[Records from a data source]
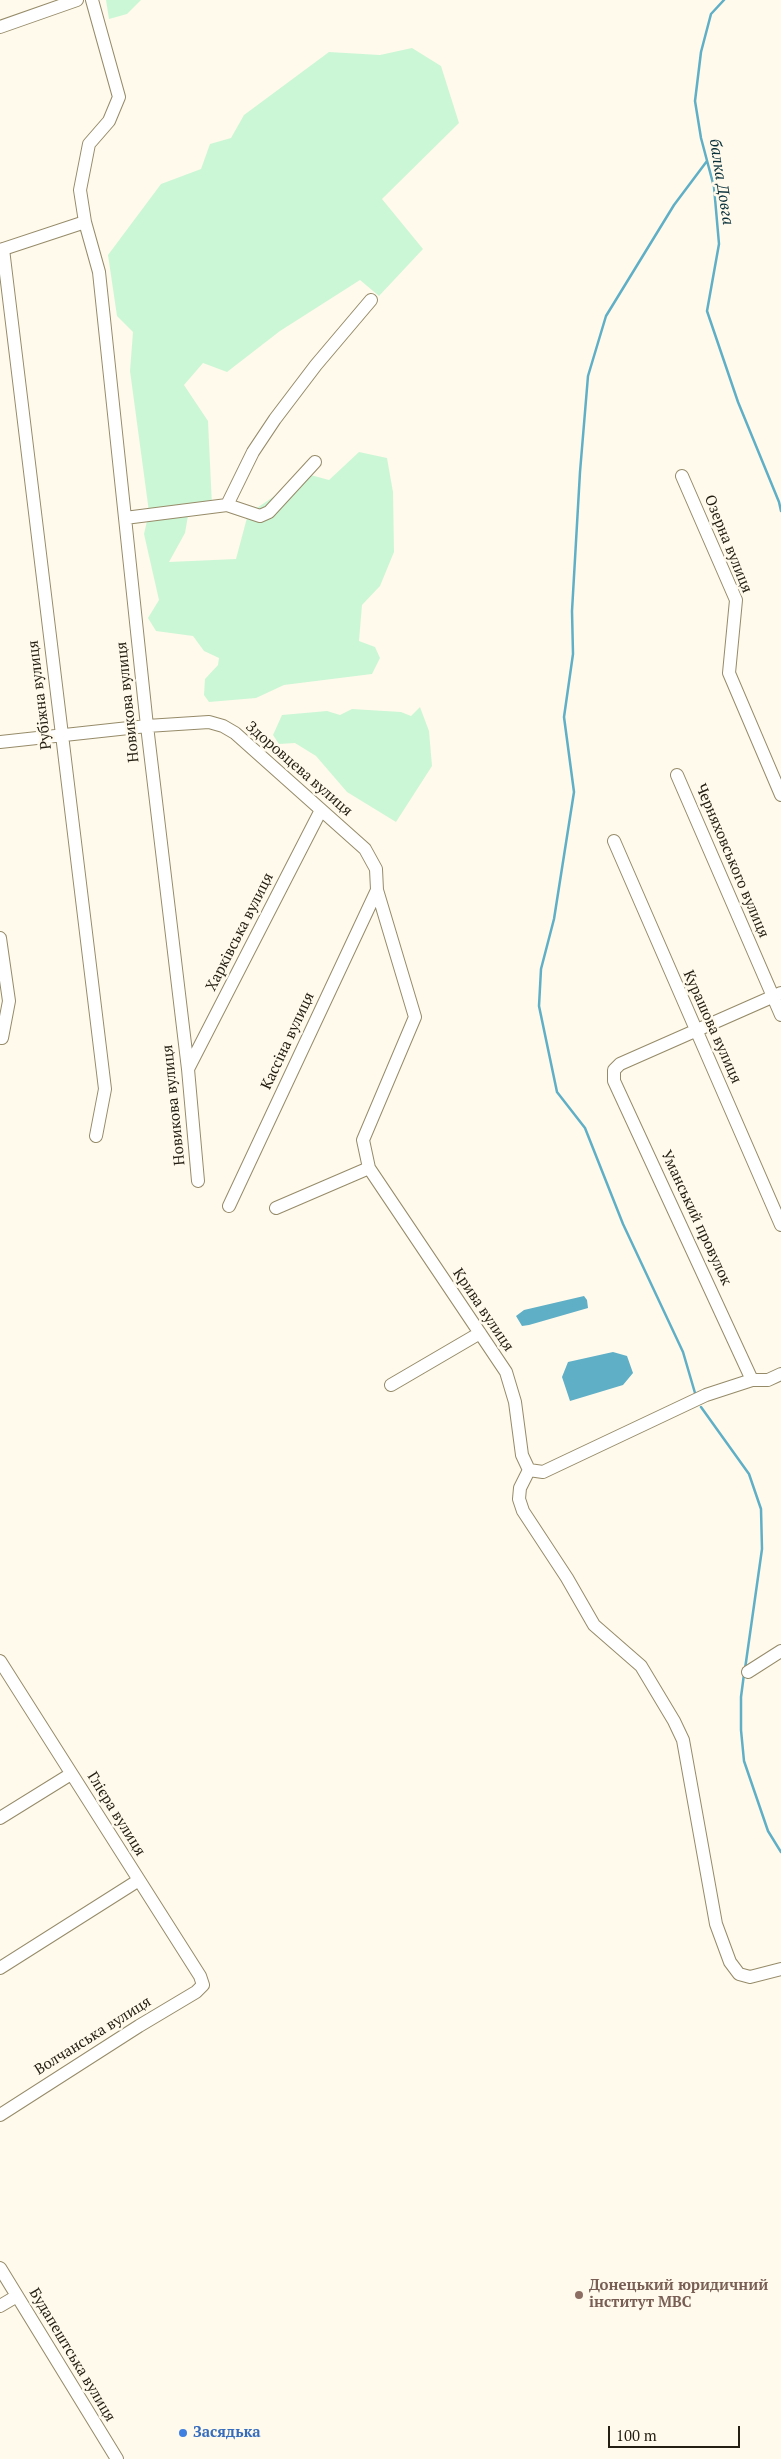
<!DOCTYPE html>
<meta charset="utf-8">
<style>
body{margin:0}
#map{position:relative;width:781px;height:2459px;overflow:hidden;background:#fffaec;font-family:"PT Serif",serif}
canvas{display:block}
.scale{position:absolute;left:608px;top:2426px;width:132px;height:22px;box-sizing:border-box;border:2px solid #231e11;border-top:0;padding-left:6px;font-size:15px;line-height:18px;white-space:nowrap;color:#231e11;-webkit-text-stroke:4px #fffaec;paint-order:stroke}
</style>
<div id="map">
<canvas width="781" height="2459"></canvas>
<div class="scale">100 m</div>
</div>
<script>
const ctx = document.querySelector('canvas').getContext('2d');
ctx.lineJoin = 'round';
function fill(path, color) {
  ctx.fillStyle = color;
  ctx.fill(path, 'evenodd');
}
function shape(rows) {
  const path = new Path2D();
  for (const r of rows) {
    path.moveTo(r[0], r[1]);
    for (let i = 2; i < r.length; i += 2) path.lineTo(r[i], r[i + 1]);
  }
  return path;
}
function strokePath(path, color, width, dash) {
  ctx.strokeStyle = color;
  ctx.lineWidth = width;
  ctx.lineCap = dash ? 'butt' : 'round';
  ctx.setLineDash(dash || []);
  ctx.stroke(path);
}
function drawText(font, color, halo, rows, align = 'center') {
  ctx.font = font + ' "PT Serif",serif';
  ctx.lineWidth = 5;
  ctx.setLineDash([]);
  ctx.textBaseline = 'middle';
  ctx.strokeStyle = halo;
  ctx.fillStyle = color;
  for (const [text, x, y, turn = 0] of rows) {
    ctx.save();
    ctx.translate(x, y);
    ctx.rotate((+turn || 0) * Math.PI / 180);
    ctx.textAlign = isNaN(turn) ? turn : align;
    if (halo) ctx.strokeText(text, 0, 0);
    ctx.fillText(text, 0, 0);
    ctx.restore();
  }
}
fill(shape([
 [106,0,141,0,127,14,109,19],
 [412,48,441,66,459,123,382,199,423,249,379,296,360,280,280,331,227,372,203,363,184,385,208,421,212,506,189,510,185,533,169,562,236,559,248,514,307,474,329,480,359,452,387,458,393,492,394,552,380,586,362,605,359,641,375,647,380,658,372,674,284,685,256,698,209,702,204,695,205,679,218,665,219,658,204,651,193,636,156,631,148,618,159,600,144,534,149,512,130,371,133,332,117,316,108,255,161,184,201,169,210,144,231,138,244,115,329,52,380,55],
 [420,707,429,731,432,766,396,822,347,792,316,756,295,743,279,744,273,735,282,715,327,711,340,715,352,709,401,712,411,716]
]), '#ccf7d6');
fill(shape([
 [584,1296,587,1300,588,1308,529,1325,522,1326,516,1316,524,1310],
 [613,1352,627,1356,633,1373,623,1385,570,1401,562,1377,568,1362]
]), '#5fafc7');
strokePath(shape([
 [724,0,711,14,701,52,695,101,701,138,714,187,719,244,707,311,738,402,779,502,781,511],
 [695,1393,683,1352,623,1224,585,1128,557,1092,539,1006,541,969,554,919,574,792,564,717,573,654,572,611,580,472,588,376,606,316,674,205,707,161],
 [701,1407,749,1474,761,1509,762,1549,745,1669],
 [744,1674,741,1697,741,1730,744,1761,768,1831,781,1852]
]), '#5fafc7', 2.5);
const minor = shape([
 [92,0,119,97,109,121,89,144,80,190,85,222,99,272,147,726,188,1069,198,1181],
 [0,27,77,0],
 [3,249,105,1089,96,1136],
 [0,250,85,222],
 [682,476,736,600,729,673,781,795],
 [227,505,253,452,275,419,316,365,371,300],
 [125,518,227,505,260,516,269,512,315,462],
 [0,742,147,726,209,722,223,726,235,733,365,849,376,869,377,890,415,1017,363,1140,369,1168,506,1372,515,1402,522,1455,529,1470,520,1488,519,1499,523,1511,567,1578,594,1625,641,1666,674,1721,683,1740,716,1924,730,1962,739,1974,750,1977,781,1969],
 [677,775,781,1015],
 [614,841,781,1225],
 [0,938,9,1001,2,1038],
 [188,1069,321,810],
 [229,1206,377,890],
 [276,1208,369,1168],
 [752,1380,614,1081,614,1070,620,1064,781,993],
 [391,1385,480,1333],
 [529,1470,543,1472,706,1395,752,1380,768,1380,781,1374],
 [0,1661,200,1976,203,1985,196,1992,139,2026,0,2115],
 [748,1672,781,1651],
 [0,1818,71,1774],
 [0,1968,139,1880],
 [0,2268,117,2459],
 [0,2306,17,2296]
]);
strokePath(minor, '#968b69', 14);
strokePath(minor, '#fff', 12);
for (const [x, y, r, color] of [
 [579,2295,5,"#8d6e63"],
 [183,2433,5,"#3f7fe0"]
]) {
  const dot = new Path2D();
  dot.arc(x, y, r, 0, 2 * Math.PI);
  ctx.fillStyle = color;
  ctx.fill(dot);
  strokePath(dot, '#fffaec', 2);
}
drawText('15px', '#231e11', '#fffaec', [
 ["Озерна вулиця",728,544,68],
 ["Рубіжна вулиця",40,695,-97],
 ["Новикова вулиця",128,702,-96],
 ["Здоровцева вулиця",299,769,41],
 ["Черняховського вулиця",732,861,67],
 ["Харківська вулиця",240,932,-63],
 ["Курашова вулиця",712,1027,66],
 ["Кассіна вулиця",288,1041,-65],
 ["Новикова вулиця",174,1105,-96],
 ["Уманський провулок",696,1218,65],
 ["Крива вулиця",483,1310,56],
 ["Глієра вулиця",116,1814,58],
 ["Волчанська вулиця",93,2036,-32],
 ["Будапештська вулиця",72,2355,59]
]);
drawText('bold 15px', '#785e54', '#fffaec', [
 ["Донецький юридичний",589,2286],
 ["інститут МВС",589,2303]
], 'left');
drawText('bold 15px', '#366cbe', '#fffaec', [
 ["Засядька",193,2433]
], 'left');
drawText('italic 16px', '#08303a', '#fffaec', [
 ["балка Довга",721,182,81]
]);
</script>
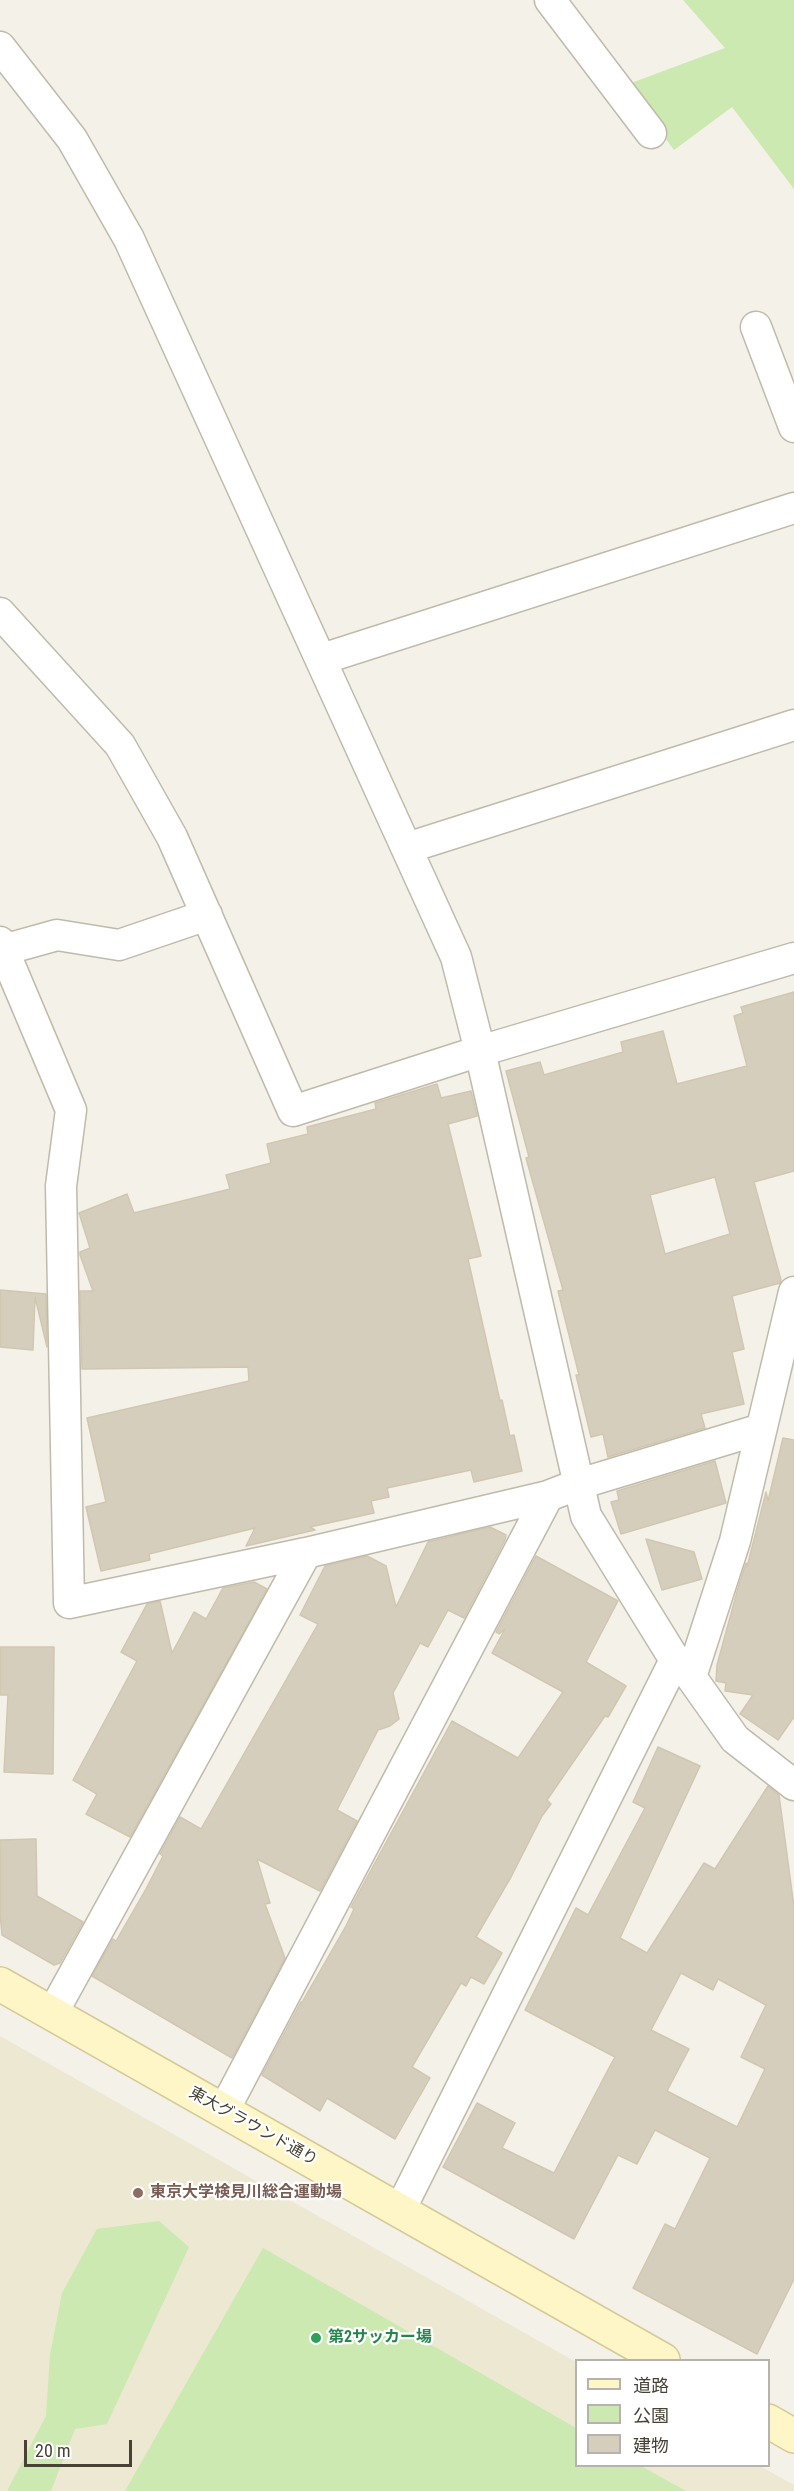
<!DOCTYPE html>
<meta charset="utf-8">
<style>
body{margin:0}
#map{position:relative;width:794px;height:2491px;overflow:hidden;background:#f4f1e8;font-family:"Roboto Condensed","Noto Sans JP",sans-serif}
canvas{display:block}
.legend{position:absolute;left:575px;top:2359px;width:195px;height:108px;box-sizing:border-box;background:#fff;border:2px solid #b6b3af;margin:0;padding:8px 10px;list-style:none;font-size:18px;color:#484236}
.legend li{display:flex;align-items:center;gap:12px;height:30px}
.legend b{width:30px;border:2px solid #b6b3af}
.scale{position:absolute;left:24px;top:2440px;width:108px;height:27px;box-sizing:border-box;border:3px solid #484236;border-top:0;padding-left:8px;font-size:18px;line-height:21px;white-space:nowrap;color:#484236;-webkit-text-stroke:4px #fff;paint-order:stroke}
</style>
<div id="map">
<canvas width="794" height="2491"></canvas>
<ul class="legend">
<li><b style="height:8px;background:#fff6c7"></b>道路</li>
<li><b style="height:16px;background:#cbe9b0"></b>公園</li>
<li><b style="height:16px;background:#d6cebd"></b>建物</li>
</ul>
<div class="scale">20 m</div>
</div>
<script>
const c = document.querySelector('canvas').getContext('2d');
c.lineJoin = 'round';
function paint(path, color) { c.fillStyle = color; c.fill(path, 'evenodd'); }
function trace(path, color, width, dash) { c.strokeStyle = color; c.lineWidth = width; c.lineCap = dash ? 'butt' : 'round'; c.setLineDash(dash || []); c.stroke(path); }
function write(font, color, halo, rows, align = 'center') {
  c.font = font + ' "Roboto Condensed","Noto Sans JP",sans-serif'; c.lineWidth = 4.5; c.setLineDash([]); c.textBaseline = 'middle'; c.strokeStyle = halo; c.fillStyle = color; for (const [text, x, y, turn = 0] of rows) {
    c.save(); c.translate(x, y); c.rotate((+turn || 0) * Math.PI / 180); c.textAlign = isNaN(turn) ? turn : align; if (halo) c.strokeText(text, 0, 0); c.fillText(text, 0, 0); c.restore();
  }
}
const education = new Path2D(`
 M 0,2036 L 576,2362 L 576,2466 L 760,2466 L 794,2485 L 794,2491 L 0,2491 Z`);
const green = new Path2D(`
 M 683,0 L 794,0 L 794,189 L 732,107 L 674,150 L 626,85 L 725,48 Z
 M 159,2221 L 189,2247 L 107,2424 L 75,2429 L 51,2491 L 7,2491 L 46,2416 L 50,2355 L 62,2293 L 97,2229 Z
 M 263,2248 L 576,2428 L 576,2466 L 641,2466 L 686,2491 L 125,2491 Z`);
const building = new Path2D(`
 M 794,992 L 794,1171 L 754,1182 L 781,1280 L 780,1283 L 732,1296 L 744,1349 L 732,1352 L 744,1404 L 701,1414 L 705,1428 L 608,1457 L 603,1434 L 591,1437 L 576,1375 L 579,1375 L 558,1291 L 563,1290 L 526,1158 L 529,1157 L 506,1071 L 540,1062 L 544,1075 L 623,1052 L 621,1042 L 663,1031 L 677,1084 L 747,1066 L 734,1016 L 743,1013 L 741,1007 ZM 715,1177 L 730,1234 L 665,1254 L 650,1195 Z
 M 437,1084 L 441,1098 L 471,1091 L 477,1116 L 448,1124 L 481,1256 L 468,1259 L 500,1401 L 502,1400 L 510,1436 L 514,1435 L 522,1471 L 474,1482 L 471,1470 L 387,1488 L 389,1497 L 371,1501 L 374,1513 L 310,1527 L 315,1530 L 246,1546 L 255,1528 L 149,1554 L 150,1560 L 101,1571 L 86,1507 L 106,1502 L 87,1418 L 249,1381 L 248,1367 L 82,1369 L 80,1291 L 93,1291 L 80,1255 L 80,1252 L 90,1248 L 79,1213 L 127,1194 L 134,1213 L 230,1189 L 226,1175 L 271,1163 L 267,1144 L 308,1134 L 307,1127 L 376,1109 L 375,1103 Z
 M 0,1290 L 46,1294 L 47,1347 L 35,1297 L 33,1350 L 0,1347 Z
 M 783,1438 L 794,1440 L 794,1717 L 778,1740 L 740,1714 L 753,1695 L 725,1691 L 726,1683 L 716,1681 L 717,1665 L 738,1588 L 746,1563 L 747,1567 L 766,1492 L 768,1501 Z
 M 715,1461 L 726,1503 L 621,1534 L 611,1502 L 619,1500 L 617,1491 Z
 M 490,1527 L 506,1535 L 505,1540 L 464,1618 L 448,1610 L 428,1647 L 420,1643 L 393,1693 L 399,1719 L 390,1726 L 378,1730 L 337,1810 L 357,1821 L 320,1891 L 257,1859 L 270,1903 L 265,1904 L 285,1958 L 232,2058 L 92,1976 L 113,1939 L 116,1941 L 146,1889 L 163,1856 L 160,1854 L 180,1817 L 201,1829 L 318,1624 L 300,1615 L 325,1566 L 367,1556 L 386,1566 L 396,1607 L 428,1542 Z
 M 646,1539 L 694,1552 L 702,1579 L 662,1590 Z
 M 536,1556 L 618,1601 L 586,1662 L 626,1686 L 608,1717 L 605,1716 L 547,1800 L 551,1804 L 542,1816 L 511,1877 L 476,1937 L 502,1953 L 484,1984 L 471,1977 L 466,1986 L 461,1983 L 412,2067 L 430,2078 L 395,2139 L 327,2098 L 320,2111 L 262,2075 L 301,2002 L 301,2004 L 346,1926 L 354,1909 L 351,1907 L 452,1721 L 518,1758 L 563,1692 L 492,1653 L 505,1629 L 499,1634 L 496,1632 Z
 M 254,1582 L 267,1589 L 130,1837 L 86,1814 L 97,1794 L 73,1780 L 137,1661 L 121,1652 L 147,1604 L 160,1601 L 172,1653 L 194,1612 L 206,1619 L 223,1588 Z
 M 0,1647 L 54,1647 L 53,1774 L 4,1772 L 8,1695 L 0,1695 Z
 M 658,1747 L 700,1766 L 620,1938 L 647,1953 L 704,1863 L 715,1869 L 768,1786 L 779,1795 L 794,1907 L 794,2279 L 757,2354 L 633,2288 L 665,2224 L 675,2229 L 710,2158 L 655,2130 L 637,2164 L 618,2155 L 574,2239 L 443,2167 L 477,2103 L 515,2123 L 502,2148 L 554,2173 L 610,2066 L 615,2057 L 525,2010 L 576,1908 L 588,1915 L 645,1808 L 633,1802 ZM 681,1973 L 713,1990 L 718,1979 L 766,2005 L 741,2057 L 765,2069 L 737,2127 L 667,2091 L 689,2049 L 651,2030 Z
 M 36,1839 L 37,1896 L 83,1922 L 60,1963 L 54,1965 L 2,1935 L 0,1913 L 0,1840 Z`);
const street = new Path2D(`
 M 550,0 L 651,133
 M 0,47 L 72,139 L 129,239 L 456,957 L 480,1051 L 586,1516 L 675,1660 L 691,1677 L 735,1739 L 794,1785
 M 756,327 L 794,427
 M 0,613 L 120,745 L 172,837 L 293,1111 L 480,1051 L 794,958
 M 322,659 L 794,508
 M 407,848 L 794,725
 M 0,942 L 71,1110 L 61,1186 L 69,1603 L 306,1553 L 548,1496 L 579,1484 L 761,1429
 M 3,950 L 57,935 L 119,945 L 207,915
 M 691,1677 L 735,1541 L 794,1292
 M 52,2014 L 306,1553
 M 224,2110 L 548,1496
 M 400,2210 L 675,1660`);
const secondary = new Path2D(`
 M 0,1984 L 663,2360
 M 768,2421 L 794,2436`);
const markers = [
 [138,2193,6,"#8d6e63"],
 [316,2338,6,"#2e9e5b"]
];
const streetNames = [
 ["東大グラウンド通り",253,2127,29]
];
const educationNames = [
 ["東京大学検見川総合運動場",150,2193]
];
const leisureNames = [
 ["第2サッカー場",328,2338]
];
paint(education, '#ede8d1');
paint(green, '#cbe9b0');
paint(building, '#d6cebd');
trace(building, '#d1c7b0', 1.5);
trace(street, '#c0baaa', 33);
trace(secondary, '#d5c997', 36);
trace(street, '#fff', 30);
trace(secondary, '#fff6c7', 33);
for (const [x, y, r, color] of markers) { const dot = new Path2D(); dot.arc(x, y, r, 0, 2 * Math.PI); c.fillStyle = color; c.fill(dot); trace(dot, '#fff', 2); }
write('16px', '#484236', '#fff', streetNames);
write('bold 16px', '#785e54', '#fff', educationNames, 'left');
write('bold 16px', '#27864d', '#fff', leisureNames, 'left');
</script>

**TASK TO CARRY OUT:** Once the line that contains "M 0,942 L 71,1110" is found, please give it again exactly, along with each line that comes after it, through the last line of the entries.

**RESULT:**
 M 0,942 L 71,1110 L 61,1186 L 69,1603 L 306,1553 L 548,1496 L 579,1484 L 761,1429
 M 3,950 L 57,935 L 119,945 L 207,915
 M 691,1677 L 735,1541 L 794,1292
 M 52,2014 L 306,1553
 M 224,2110 L 548,1496
 M 400,2210 L 675,1660`);
const secondary = new Path2D(`
 M 0,1984 L 663,2360
 M 768,2421 L 794,2436`);
const markers = [
 [138,2193,6,"#8d6e63"],
 [316,2338,6,"#2e9e5b"]
];
const streetNames = [
 ["東大グラウンド通り",253,2127,29]
];
const educationNames = [
 ["東京大学検見川総合運動場",150,2193]
];
const leisureNames = [
 ["第2サッカー場",328,2338]
];
paint(education, '#ede8d1');
paint(green, '#cbe9b0');
paint(building, '#d6cebd');
trace(building, '#d1c7b0', 1.5);
trace(street, '#c0baaa', 33);
trace(secondary, '#d5c997', 36);
trace(street, '#fff', 30);
trace(secondary, '#fff6c7', 33);
for (const [x, y, r, color] of markers) { const dot = new Path2D(); dot.arc(x, y, r, 0, 2 * Math.PI); c.fillStyle = color; c.fill(dot); trace(dot, '#fff', 2); }
write('16px', '#484236', '#fff', streetNames);
write('bold 16px', '#785e54', '#fff', educationNames, 'left');
write('bold 16px', '#27864d', '#fff', leisureNames, 'left');
</script>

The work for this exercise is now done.